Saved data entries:
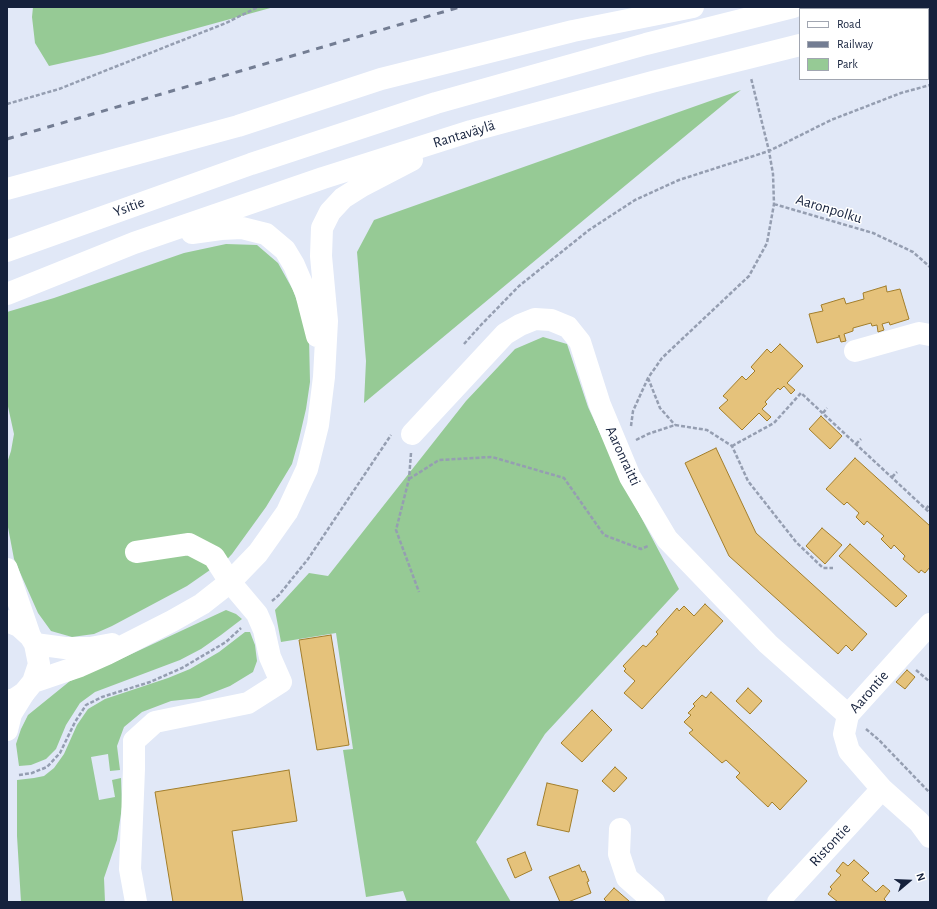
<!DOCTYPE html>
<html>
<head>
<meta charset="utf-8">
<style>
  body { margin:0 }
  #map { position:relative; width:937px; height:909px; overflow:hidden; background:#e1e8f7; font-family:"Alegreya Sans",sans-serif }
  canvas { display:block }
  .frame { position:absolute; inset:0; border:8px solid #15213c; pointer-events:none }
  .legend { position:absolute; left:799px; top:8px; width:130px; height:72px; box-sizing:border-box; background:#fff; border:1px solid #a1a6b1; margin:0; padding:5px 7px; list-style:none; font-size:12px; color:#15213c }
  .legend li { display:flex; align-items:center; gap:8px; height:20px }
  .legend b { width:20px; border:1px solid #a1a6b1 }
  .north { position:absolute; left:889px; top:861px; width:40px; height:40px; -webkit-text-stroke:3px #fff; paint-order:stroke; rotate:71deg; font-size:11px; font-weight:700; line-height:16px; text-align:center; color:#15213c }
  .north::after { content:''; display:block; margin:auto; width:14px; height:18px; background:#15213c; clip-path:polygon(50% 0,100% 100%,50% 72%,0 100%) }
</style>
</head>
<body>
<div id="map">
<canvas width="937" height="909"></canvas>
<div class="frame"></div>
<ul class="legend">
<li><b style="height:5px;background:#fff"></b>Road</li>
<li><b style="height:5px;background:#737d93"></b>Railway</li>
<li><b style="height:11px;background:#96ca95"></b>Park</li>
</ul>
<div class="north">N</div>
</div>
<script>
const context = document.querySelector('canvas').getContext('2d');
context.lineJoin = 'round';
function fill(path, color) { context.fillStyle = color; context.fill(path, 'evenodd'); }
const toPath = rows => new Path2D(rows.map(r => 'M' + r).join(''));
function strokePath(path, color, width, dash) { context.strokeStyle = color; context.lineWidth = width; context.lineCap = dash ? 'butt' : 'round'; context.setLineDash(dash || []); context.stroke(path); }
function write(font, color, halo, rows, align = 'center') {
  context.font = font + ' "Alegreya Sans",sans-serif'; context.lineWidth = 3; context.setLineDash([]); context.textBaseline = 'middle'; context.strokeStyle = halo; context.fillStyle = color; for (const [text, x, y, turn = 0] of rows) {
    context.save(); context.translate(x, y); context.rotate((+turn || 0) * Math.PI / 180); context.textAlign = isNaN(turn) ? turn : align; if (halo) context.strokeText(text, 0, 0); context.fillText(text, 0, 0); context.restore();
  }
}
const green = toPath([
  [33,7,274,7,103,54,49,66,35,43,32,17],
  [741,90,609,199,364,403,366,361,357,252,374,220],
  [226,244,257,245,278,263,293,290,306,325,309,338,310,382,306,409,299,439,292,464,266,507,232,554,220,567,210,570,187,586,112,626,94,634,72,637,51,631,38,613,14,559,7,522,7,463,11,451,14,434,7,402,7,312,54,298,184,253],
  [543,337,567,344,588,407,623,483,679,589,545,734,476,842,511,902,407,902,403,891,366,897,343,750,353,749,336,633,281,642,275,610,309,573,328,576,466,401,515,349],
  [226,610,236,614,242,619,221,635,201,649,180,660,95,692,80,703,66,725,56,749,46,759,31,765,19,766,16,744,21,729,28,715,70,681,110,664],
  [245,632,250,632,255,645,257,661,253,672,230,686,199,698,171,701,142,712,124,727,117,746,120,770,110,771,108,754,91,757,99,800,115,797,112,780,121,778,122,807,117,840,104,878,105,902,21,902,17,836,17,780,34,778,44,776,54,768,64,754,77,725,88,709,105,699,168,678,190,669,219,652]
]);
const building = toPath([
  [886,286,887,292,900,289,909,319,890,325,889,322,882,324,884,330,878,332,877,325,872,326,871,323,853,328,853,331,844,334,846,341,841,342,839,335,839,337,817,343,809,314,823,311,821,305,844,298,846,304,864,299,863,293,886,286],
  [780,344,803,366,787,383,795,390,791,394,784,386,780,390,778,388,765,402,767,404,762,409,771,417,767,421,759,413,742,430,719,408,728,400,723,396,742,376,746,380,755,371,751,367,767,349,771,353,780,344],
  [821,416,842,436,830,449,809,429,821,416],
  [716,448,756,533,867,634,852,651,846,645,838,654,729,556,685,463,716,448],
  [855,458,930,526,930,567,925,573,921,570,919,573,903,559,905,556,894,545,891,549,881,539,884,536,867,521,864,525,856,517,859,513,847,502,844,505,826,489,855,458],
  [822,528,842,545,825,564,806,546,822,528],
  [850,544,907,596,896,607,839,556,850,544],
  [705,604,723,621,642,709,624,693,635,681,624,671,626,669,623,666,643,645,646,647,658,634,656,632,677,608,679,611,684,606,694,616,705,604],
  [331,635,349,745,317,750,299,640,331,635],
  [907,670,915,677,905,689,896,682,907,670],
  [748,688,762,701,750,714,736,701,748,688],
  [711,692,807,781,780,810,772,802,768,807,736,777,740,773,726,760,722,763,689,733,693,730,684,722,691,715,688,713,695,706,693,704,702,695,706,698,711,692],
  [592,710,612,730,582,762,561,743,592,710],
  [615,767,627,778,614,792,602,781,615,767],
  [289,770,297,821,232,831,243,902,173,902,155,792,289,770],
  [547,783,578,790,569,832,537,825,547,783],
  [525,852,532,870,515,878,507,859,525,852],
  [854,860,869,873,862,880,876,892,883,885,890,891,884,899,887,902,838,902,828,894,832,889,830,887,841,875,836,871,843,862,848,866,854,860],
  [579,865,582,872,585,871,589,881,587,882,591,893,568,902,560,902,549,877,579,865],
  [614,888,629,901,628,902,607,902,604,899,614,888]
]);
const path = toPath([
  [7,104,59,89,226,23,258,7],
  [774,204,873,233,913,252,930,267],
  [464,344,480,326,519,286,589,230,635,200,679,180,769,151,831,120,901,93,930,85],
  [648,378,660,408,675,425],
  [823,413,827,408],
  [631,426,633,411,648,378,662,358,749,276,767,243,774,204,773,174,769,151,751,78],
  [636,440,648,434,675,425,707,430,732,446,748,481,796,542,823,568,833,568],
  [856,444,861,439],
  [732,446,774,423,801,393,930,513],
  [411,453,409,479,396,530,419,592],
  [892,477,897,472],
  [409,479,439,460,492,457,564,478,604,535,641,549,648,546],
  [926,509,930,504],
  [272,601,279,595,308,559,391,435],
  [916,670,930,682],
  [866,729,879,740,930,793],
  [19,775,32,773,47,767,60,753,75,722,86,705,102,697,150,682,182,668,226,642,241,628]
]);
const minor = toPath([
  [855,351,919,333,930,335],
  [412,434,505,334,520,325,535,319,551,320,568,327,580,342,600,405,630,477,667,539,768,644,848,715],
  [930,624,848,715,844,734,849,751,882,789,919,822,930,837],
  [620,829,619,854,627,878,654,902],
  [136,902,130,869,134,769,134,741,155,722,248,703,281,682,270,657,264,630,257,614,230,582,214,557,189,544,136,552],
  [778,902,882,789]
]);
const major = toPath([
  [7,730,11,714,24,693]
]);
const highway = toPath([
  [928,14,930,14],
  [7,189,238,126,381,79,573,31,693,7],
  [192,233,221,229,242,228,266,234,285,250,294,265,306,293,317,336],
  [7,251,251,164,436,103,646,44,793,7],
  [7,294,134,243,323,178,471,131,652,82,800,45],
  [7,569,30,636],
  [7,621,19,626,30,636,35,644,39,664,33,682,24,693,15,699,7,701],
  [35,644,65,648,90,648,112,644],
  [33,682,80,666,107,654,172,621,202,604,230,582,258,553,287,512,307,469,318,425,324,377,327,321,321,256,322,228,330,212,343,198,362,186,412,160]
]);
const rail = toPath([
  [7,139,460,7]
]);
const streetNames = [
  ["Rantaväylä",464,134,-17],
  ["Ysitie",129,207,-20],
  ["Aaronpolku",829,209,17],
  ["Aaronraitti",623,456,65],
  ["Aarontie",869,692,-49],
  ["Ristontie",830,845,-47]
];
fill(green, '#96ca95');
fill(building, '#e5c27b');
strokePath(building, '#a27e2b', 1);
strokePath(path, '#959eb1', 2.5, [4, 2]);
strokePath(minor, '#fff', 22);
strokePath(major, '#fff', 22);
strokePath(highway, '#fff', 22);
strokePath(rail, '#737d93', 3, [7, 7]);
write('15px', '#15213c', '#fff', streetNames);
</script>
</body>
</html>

**REQUIRED WORK**
Locate the lines above that hold the word "halo". Show every one of them.

**EXERCISE SOLUTION**
function write(font, color, halo, rows, align = 'center') {
  context.font = font + ' "Alegreya Sans",sans-serif'; context.lineWidth = 3; context.setLineDash([]); context.textBaseline = 'middle'; context.strokeStyle = halo; context.fillStyle = color; for (const [text, x, y, turn = 0] of rows) {
    context.save(); context.translate(x, y); context.rotate((+turn || 0) * Math.PI / 180); context.textAlign = isNaN(turn) ? turn : align; if (halo) context.strokeText(text, 0, 0); context.fillText(text, 0, 0); context.restore();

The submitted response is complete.